═════ Available records ═════
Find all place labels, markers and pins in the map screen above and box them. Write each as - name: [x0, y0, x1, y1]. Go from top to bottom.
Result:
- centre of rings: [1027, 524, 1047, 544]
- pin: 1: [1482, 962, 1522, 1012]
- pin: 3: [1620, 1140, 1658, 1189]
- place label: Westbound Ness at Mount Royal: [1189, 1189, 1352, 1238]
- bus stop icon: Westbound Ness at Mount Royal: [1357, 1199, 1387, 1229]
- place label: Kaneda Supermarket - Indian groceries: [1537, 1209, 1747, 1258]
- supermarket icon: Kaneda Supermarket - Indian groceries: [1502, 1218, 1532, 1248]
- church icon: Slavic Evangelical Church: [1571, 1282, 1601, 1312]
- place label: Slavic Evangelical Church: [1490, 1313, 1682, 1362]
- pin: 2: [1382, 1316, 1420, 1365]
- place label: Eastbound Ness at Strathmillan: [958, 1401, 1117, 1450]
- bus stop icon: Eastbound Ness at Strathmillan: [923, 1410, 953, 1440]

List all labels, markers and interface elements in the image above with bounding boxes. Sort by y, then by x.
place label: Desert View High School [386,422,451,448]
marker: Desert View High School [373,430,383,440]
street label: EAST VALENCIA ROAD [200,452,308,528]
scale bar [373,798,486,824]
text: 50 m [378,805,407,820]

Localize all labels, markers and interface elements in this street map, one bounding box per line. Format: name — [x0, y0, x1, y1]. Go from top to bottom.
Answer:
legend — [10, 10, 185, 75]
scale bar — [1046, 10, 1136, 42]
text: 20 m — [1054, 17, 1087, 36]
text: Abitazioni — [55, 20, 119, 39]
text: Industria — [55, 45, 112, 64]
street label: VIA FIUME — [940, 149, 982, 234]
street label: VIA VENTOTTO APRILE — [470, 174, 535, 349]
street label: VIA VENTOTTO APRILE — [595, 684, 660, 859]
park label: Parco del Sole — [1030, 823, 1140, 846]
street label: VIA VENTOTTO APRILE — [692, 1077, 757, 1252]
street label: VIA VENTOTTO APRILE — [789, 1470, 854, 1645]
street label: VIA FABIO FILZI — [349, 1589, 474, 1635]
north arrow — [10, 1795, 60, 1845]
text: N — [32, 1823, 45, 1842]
═════
### [Problem to solve]
Set down the entries again exactly as they are.

### [Task response]
Find all place labels, markers and pins in the map screen above and box them. Write each as - name: [x0, y0, x1, y1]. Go from top to bottom.
Result:
- centre of rings: [1027, 524, 1047, 544]
- pin: 1: [1482, 962, 1522, 1012]
- pin: 3: [1620, 1140, 1658, 1189]
- place label: Westbound Ness at Mount Royal: [1189, 1189, 1352, 1238]
- bus stop icon: Westbound Ness at Mount Royal: [1357, 1199, 1387, 1229]
- place label: Kaneda Supermarket - Indian groceries: [1537, 1209, 1747, 1258]
- supermarket icon: Kaneda Supermarket - Indian groceries: [1502, 1218, 1532, 1248]
- church icon: Slavic Evangelical Church: [1571, 1282, 1601, 1312]
- place label: Slavic Evangelical Church: [1490, 1313, 1682, 1362]
- pin: 2: [1382, 1316, 1420, 1365]
- place label: Eastbound Ness at Strathmillan: [958, 1401, 1117, 1450]
- bus stop icon: Eastbound Ness at Strathmillan: [923, 1410, 953, 1440]

List all labels, markers and interface elements in the image above with bounding boxes. Sort by y, then by x.
place label: Desert View High School [386,422,451,448]
marker: Desert View High School [373,430,383,440]
street label: EAST VALENCIA ROAD [200,452,308,528]
scale bar [373,798,486,824]
text: 50 m [378,805,407,820]

Localize all labels, markers and interface elements in this street map, one bounding box per line. Format: name — [x0, y0, x1, y1]. Go from top to bottom.
Answer:
legend — [10, 10, 185, 75]
scale bar — [1046, 10, 1136, 42]
text: 20 m — [1054, 17, 1087, 36]
text: Abitazioni — [55, 20, 119, 39]
text: Industria — [55, 45, 112, 64]
street label: VIA FIUME — [940, 149, 982, 234]
street label: VIA VENTOTTO APRILE — [470, 174, 535, 349]
street label: VIA VENTOTTO APRILE — [595, 684, 660, 859]
park label: Parco del Sole — [1030, 823, 1140, 846]
street label: VIA VENTOTTO APRILE — [692, 1077, 757, 1252]
street label: VIA VENTOTTO APRILE — [789, 1470, 854, 1645]
street label: VIA FABIO FILZI — [349, 1589, 474, 1635]
north arrow — [10, 1795, 60, 1845]
text: N — [32, 1823, 45, 1842]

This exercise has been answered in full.